> EXERCISE AIM
The output should match the data below line for line.

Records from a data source
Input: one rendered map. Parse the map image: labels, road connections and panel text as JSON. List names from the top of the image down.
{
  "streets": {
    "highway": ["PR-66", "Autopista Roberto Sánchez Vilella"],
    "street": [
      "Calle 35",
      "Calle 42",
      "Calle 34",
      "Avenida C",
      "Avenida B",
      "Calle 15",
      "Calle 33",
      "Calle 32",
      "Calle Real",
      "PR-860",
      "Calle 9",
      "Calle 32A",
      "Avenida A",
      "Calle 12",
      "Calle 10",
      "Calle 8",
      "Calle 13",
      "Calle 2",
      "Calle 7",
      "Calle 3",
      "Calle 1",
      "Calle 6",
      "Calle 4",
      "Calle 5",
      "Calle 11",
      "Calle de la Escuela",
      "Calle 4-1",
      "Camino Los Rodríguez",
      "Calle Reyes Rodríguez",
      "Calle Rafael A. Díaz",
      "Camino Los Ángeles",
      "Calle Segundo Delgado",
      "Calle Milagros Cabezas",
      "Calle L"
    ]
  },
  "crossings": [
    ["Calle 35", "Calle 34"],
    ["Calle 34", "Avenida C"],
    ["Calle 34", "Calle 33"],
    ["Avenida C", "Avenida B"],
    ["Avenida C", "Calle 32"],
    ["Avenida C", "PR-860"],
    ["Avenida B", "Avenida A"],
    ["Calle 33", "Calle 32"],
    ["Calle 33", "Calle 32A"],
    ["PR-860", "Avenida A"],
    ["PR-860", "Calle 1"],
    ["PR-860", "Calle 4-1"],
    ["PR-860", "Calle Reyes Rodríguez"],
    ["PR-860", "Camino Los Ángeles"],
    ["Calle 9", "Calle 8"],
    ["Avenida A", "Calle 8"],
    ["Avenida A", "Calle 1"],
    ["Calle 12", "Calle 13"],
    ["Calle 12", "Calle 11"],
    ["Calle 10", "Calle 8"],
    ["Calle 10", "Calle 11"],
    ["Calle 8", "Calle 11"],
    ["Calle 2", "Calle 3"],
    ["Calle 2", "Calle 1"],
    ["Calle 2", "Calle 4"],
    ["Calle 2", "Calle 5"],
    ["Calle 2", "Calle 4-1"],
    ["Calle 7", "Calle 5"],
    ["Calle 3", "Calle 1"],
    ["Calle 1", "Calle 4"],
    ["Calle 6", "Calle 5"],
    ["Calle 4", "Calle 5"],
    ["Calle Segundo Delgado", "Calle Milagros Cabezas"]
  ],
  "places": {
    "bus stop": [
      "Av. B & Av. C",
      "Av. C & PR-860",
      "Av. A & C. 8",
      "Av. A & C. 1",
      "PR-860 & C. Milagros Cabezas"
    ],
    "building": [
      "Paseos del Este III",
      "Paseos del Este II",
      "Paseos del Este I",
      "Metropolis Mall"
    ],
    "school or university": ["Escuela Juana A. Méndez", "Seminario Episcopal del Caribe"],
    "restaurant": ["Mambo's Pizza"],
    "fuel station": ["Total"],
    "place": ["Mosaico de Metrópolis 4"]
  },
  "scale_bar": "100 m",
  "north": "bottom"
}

> RESPONSE
Input: one rendered map. Parse the map image: labels, road connections and panel text as JSON. List names from the top of the image down.
{
  "streets": {
    "highway": ["PR-66", "Autopista Roberto Sánchez Vilella"],
    "street": [
      "Calle 35",
      "Calle 42",
      "Calle 34",
      "Avenida C",
      "Avenida B",
      "Calle 15",
      "Calle 33",
      "Calle 32",
      "Calle Real",
      "PR-860",
      "Calle 9",
      "Calle 32A",
      "Avenida A",
      "Calle 12",
      "Calle 10",
      "Calle 8",
      "Calle 13",
      "Calle 2",
      "Calle 7",
      "Calle 3",
      "Calle 1",
      "Calle 6",
      "Calle 4",
      "Calle 5",
      "Calle 11",
      "Calle de la Escuela",
      "Calle 4-1",
      "Camino Los Rodríguez",
      "Calle Reyes Rodríguez",
      "Calle Rafael A. Díaz",
      "Camino Los Ángeles",
      "Calle Segundo Delgado",
      "Calle Milagros Cabezas",
      "Calle L"
    ]
  },
  "crossings": [
    ["Calle 35", "Calle 34"],
    ["Calle 34", "Avenida C"],
    ["Calle 34", "Calle 33"],
    ["Avenida C", "Avenida B"],
    ["Avenida C", "Calle 32"],
    ["Avenida C", "PR-860"],
    ["Avenida B", "Avenida A"],
    ["Calle 33", "Calle 32"],
    ["Calle 33", "Calle 32A"],
    ["PR-860", "Avenida A"],
    ["PR-860", "Calle 1"],
    ["PR-860", "Calle 4-1"],
    ["PR-860", "Calle Reyes Rodríguez"],
    ["PR-860", "Camino Los Ángeles"],
    ["Calle 9", "Calle 8"],
    ["Avenida A", "Calle 8"],
    ["Avenida A", "Calle 1"],
    ["Calle 12", "Calle 13"],
    ["Calle 12", "Calle 11"],
    ["Calle 10", "Calle 8"],
    ["Calle 10", "Calle 11"],
    ["Calle 8", "Calle 11"],
    ["Calle 2", "Calle 3"],
    ["Calle 2", "Calle 1"],
    ["Calle 2", "Calle 4"],
    ["Calle 2", "Calle 5"],
    ["Calle 2", "Calle 4-1"],
    ["Calle 7", "Calle 5"],
    ["Calle 3", "Calle 1"],
    ["Calle 1", "Calle 4"],
    ["Calle 6", "Calle 5"],
    ["Calle 4", "Calle 5"],
    ["Calle Segundo Delgado", "Calle Milagros Cabezas"]
  ],
  "places": {
    "bus stop": [
      "Av. B & Av. C",
      "Av. C & PR-860",
      "Av. A & C. 8",
      "Av. A & C. 1",
      "PR-860 & C. Milagros Cabezas"
    ],
    "building": [
      "Paseos del Este III",
      "Paseos del Este II",
      "Paseos del Este I",
      "Metropolis Mall"
    ],
    "school or university": ["Escuela Juana A. Méndez", "Seminario Episcopal del Caribe"],
    "restaurant": ["Mambo's Pizza"],
    "fuel station": ["Total"],
    "place": ["Mosaico de Metrópolis 4"]
  },
  "scale_bar": "100 m",
  "north": "bottom"
}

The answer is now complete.